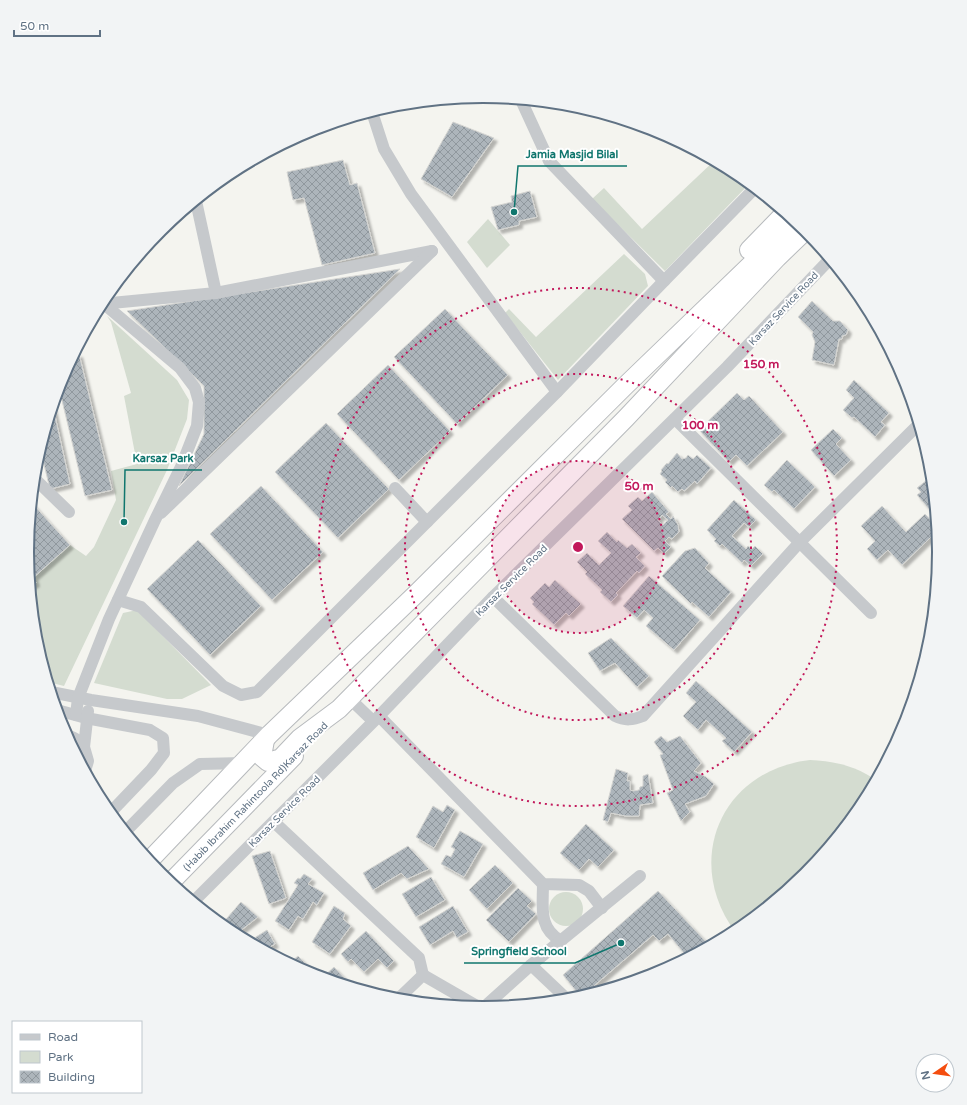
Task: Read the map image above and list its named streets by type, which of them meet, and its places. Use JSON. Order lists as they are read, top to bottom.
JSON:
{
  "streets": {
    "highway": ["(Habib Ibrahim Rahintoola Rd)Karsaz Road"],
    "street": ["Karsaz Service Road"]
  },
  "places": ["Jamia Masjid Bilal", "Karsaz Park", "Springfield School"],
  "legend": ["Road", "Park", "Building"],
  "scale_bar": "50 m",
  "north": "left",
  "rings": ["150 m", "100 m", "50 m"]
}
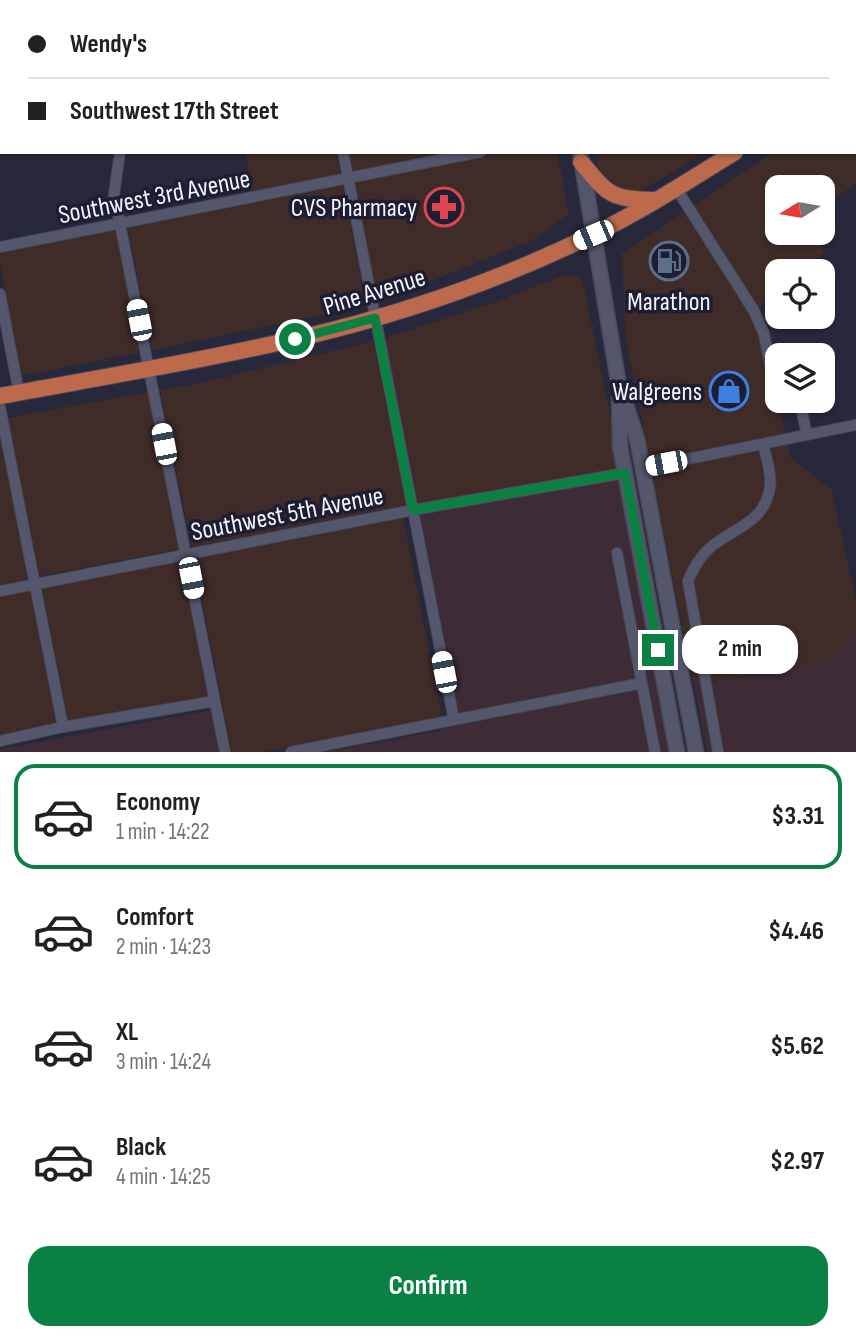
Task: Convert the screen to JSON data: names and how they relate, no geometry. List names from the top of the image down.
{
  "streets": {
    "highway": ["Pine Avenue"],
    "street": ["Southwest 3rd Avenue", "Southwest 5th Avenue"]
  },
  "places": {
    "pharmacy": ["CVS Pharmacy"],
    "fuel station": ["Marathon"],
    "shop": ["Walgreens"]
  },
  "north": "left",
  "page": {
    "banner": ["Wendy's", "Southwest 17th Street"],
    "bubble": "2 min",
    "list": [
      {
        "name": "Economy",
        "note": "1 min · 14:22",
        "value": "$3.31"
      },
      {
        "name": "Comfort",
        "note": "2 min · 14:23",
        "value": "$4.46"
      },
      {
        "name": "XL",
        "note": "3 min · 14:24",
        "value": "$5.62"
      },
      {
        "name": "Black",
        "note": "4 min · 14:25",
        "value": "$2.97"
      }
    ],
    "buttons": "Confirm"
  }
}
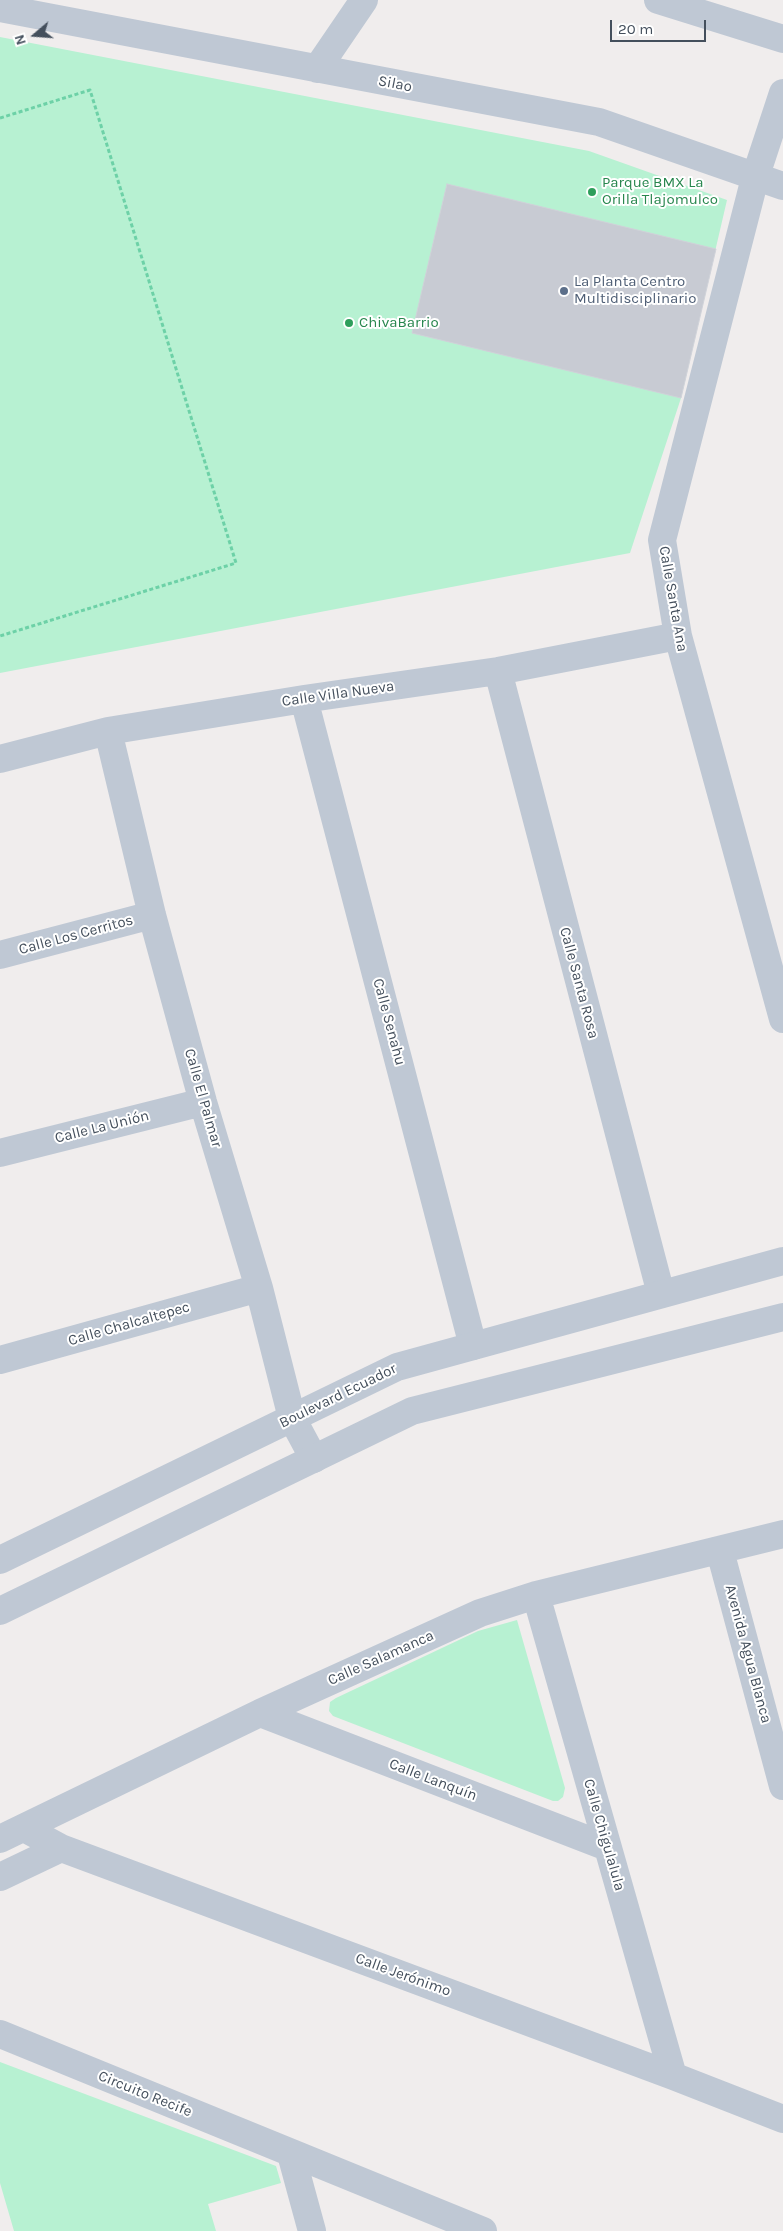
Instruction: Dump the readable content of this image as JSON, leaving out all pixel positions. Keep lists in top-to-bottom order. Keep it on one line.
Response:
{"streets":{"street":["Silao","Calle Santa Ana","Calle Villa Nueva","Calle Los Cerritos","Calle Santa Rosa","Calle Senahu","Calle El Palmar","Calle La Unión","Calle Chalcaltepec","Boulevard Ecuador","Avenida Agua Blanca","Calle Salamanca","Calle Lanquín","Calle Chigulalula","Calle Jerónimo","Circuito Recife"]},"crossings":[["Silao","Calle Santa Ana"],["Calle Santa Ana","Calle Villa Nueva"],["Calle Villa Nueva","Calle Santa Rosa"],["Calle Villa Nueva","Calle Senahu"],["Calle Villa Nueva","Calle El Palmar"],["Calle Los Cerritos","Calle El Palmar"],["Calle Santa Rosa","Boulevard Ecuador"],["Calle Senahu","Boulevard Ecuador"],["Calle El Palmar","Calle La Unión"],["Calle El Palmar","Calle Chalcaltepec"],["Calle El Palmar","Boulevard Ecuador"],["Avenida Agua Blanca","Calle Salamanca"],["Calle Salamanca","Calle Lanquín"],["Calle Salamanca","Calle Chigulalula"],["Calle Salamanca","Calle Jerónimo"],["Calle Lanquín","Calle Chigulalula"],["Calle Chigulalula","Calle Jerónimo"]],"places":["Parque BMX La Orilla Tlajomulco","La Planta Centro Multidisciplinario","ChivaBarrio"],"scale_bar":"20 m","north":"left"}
--
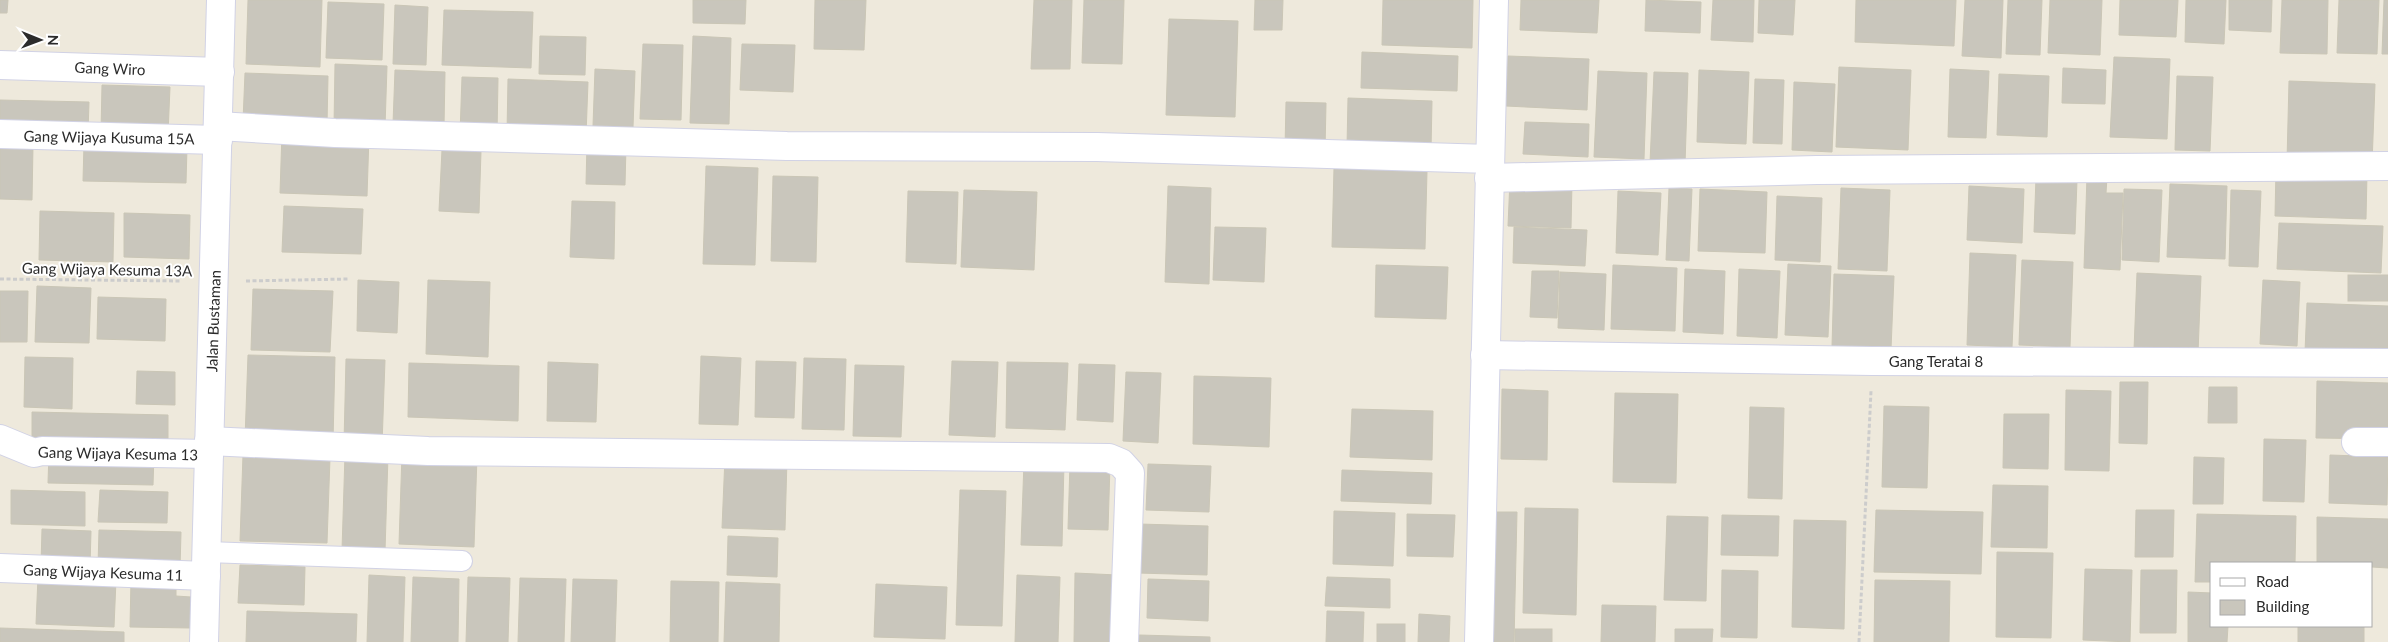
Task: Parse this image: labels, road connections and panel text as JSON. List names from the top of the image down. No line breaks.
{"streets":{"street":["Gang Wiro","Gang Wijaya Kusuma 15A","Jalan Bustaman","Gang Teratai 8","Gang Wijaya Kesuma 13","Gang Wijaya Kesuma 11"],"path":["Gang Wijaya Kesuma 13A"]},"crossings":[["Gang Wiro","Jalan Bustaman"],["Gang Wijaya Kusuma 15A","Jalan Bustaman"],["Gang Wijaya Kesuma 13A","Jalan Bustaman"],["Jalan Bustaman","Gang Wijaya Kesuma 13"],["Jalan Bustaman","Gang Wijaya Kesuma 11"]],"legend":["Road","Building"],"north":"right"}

- _Assignment_:
All lines above with "lists" in them should be returned.

- _Reply to the task_:
Task: Read the map image above and list its named streets by type, which of them meet, and its places. Use JSON. Order lists as they are read, top to bottom.
Instruction: Dump the readable content of this image as JSON, leaving out all pixel positions. Keep lists in top-to-bottom order. Keep it on one line.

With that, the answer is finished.